Tommy: Today at 7 am, Ace poured a Monster energy drink in his coffee, said "I'm going to die" and drank the whole thing. Peter: I watched Ace brew his coffee with Monster instead of water. Three cups in two hours. I think he ascended into the astral realm. Either that or we need to take him to the hospital. Paul: The survivability of the human race never fails to amaze me.
Vinnie: None of those words are in the Bible! Mark: Psalm 119:105. “And Jesus said unto his followers, should a manlet incel attempt to mansplain the blockchain to a girlboss, may she waste his time and yassify his blorbos” Vinnie: HE DID NOT FUCKING SAY THAT!
Ace: If you get in trouble, I'm gonna be like... a lawyer to you. Ok? Eric: Okay. *later* Paul: Eric! Sit down on the chair, you're in trouble. Ace, whispering: Deny everything. Eric, loudly: That isn't a chair.
Gene: So... what’s goin’ on? Eric: You want the long version or the short version? Gene, hesitantly: The short one, I guess? Eric: Shit’s fucked. Gene: Oh. Well, yeah, that’s definitely not an optimal situation.
Eric: Do you guys want to see a butterfly? Eric: Ooh, yeah. Paul, with his laptop open: I'm not going to stop working to look at a bug. Eric: It's not a bug though... Paul: ... Eric: ... Paul: Well I still don't want to see it right now, you can show me later. Eric, realizing: Please don't throw- Eric: Whee! *throws a stick of butter*
Eric: I don’t go looking for trouble. Trouble usually finds me first.

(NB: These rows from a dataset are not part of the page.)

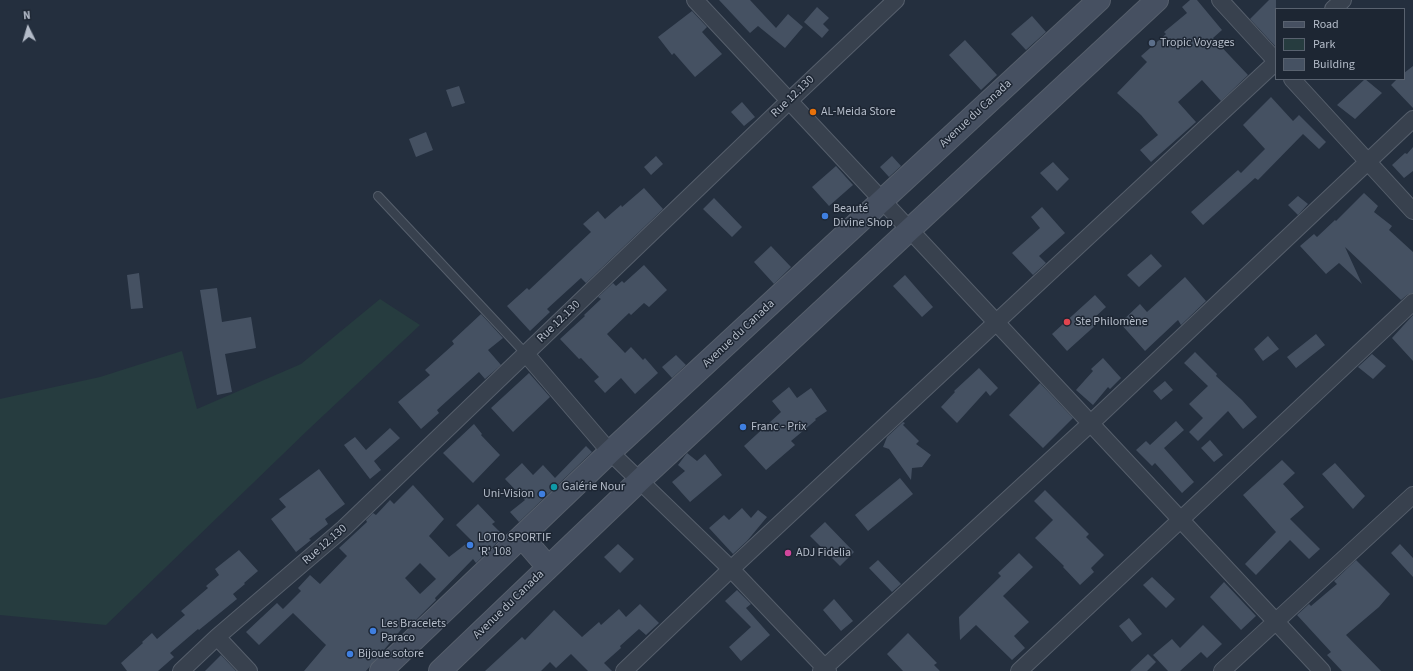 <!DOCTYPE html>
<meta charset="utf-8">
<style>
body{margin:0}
#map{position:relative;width:1413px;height:671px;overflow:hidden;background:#242f3e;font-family:"Source Sans 3",sans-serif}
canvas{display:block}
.legend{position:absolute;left:1275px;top:8px;width:130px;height:72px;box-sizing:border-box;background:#1d2633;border:1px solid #59626f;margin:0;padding:5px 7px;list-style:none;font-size:12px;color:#b4bcc9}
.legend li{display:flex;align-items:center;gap:8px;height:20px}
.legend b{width:20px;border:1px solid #59626f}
.north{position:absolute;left:8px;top:8px;width:40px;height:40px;-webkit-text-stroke:3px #1d2633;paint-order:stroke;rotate:355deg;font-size:11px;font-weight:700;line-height:16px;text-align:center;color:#b4bcc9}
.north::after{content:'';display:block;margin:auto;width:14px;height:18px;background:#b4bcc9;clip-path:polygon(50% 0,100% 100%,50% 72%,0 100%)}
</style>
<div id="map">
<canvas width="1413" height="671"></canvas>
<ul class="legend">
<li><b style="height:5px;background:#465061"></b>Road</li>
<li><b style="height:11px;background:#263c3f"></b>Park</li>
<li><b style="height:11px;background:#455162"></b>Building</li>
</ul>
<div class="north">N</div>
</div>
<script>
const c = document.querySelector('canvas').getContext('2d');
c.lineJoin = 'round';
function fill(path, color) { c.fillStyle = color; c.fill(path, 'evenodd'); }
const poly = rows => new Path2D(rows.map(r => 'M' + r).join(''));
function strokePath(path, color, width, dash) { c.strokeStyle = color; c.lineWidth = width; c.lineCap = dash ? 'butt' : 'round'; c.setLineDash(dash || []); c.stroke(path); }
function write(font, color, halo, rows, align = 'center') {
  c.font = font + ' "Source Sans 3",sans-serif'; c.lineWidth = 3; c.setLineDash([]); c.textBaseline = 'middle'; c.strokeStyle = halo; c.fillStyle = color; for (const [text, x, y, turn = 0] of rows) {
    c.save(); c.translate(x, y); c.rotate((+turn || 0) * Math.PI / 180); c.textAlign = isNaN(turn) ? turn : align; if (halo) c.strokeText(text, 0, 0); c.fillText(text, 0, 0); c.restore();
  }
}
fill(poly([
 [380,299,420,325,310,428,106,625,0,615,0,399,100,377,182,351,197,409,301,364]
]), '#263c3f');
fill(poly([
 [719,0,750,0,776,28,788,14,803,27,785,48,758,26,750,33],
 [1190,0,1197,0,1222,30,1213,38,1248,75,1221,101,1202,80,1178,102,1196,122,1151,162,1140,150,1158,135,1141,115,1117,93,1147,62,1141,56,1166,34,1164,32,1187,13,1182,7],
 [1269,0,1276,0,1276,47,1250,19],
 [817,7,829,18,823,24,829,30,822,38,804,22],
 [692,11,707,27,702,32,722,54,695,77,674,53,672,55,658,37],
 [1032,16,1046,32,1026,50,1011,34],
 [965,40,997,75,981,90,949,55],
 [1413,66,1413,108,1391,85,1397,79,1404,79,1404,73],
 [1365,79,1382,93,1355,119,1337,105],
 [459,86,465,103,452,107,446,90],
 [1271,97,1293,121,1299,115,1326,142,1319,149,1303,134,1258,180,1255,178,1203,225,1191,212,1238,170,1241,173,1265,149,1243,125],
 [742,102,755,117,744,126,731,112],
 [426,132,433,150,416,157,409,139],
 [1413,147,1413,171,1404,178,1392,165,1405,153,1407,154],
 [656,156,663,164,651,175,644,167],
 [892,156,901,166,889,177,880,167],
 [1053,162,1069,179,1057,191,1040,173],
 [836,166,853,185,829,206,812,187],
 [644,188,663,209,586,283,581,278,547,309,550,312,530,331,507,306,527,288,529,290,591,232,583,224,598,211,605,219,621,205,622,207],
 [1364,193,1378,206,1374,212,1392,226,1389,230,1413,252,1413,293,1407,295,1401,300,1345,247,1362,284,1339,263,1326,274,1300,246,1314,234,1317,237,1335,220,1336,221],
 [1298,196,1308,204,1298,215,1288,205],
 [714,198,742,227,732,237,703,209],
 [1042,207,1065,233,1039,256,1046,263,1033,275,1012,253,1040,228,1031,217],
 [771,246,791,267,774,284,754,262],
 [1151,254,1162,266,1139,287,1127,275],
 [644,265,667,290,649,307,644,303,631,315,629,313,607,334,625,353,631,347,643,360,645,358,658,373,635,394,621,378,605,393,594,381,599,377,581,358,579,359,560,339,585,316,584,315,601,299,598,297,613,283,616,286,622,281,624,283],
 [139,273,143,308,131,309,127,275],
 [905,275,933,307,922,317,893,286],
 [1185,277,1206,301,1181,325,1178,320,1145,351,1120,323,1140,304,1147,312],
 [217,288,222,322,251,317,256,348,225,354,232,392,217,395,200,290],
 [1095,295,1106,307,1093,319,1098,323,1067,351,1052,334],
 [481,314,503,338,488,350,501,365,485,379,479,372,437,410,439,413,421,429,398,402,430,375,425,370,454,344,452,341],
 [1413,315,1413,361,1392,338],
 [1316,334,1325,345,1296,368,1287,357],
 [1268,336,1279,349,1263,361,1254,349],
 [1195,352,1217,374,1216,376,1242,400,1257,417,1243,429,1228,411,1198,441,1189,432,1203,418,1189,404,1208,386,1184,363],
 [1372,354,1386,366,1373,379,1358,367],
 [676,355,686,365,672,378,662,367],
 [1103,358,1121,378,1110,389,1108,387,1093,405,1076,390,1093,371,1091,369],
 [979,368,998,388,990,396,986,391,957,423,941,407,955,392,954,391],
 [529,373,550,397,513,432,491,408],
 [1165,381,1173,390,1161,400,1153,391],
 [1040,383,1073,418,1043,448,1009,415],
 [789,387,797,398,811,388,827,411,815,419,816,420,791,441,795,445,766,470,744,446,781,412,772,401],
 [1176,421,1184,430,1164,448,1194,482,1182,493,1155,463,1152,466,1136,450,1146,441,1150,445],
 [903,422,905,423,903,425,919,441,916,444,931,455,922,467,912,468,911,480,889,449,883,447,887,437],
 [474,424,482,434,481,435,500,455,473,483,443,453],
 [390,428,400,438,374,461,381,470,370,479,344,445,355,437,366,450],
 [1210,440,1223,455,1214,462,1201,448],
 [586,446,592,452,519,522,510,512,525,500,505,479,522,463,533,475,543,465,555,478],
 [687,453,697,461,705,454,722,475,690,502,672,482,685,471,678,465],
 [1282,460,1295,473,1283,484,1304,507,1290,519,1320,549,1309,559,1290,540,1256,575,1245,564,1276,532,1243,495],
 [1335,463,1365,496,1353,509,1322,474],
 [319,469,345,504,325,519,328,524,309,539,311,540,296,552,271,519,286,507,279,499],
 [900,478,913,494,868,531,855,515],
 [413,485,444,519,429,536,449,557,471,540,456,525,478,504,495,522,492,524,504,536,476,563,473,559,435,598,436,600,408,628,405,625,366,671,304,671,326,645,293,613,259,645,246,632,277,603,283,609,301,591,298,588,310,575,320,584,347,556,339,548,367,522,366,520,373,513,376,515,390,500,394,504],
 [420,563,436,579,420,594,405,578],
 [1045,490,1089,534,1086,537,1104,555,1091,568,1094,572,1080,585,1063,567,1064,566,1035,538,1053,520,1034,501],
 [742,508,751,518,758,510,767,517,747,541,733,554,709,528,724,515,729,520],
 [825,522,854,552,840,566,810,536],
 [618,544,634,559,620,573,604,557],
 [1400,544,1413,558,1413,577,1391,553],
 [239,550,258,571,244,583,245,584,233,594,237,599,199,630,198,629,170,653,174,657,158,671,127,671,121,663,143,643,142,642,152,633,157,639,185,615,181,611,208,588,206,586,219,575,215,569],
 [1019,553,1033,567,1003,596,1029,622,1014,636,1025,648,1012,660,976,625,960,640,959,617,1001,576,998,573],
 [878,560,901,584,892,592,869,568],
 [1356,560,1390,594,1379,607,1346,635,1381,671,1342,671,1327,655,1331,652,1297,615,1309,604,1311,606,1337,584,1334,581],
 [1152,577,1175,599,1166,608,1143,585],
 [1224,582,1256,616,1241,630,1210,597],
 [737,590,751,604,746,608,770,635,741,661,729,647,751,627,725,601],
 [834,599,853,621,841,631,823,610],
 [640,604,659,623,646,635,639,629,620,646,621,648,604,663,612,671,588,671,571,654,556,668,550,662,541,671,485,671,522,637,525,640,554,610,582,637,599,622,601,625,619,609,626,617],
 [1129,618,1142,634,1132,642,1119,626],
 [1203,625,1222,644,1207,658,1201,652,1180,671,1168,671,1153,655,1172,639,1180,648],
 [908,633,937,663,934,665,940,671,903,671,887,654],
 [1148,654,1156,662,1147,671,1130,671],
 [221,655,236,671,205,671]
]), '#455162');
const lane = poly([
 [378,196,526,354]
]);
const street = poly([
 [695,0,1322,671],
 [1220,0,1276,61],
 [1333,9,1343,0],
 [1292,79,1413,211],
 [526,354,610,452,731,569,828,671],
 [217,637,249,671],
 [181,671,217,637,344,528,789,101,896,0],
 [624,671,731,569,1276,62],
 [821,671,1091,423,1413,119],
 [1019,671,1413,302],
 [1222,671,1413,495]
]);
const secondary = poly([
 [522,537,548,567],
 [381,671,610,452,1099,0],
 [440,671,640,480,1157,0]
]);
strokePath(lane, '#565f6c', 10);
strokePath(street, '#565f6c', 18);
strokePath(secondary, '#565f6c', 24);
strokePath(lane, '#38414e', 8);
strokePath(street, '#38414e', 16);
strokePath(secondary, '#465061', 22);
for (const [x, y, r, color] of [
 [1152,43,4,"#5c6f8a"],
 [813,112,4,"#e8710a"],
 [825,216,4,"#3f7fe0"],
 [1067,322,4,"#e0444e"],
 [743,427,4,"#3f7fe0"],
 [554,487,4,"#0f9aa8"],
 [542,494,4,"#3f7fe0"],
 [470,545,4,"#3f7fe0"],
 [788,553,4,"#d1479c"],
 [373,631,4,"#3f7fe0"],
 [350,654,4,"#3f7fe0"]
]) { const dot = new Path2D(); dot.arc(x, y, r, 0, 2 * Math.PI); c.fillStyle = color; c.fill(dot); strokePath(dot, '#1d2633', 1.5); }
write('12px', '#b4bcc9', '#1d2633', [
 ["Tropic Voyages",1160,43],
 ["AL-Meida Store",821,112],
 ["Beauté",833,209],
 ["Divine Shop",833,223],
 ["Ste Philomène",1075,322],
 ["Franc - Prix",751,427],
 ["Galérie Nour",562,487],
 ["Uni-Vision",534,494,"right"],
 ["LOTO SPORTIF",478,538],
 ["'R' 108",478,552],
 ["ADJ Fidelia",796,553],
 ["Les Bracelets",381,624],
 ["Paraco",381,638],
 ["Bijoue sotore",358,654]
], 'left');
write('12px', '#b4bcc9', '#1d2633', [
 ["Rue 12.130",793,97,-44],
 ["Avenue du Canada",976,114,-43],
 ["Rue 12.130",559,322,-44],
 ["Avenue du Canada",739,334,-43],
 ["Rue 12.130",325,545,-41],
 ["Avenue du Canada",509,605,-44]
]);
</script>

Kidnapper: I have your husband. Gene: What? I don't have a husband... Kidnapper: Then who just called me a lowlife bitch and spit in my face? Gene: Oh my god, you have Paul.
Eric: You know what I’ve realized? Paul: Some thoughts are better left unsaid? Eric: Nice try, anyways-
Gene: You guys worried about Vinnie? Bruce: Totally! Paul: Yeah, he called me in the middle of the night and just yelled, "what do I do, what do I do, what do I do, what do I do?" Gene: And what'd you say? Paul: "I dunno, I dunno, I dunno, I dunno." Bruce: Gene: he’s lucky to have you as a friend…
Vinnie: You saved me! Why? Paul: People would think I murdered you if I didn't.
*Peter is shopping with Tommy* Peter: Can I get a silenced pistol? Tommy: If there’s one on sale.
Eric: This is tied for most terrifying day of my life. Bruce: Tied with what? Eric: Every other day of myself!
Eric: Coca Cola is a health potion, Pepsi is a mana potion. Bruce: What’s grape soda? Eric: It’s fucking purple baby!!!
Eric: "Go hang a salami" backwards is "I'm a lasagna hog". Paul: How did either of those sentences occur naturally for you to discover this?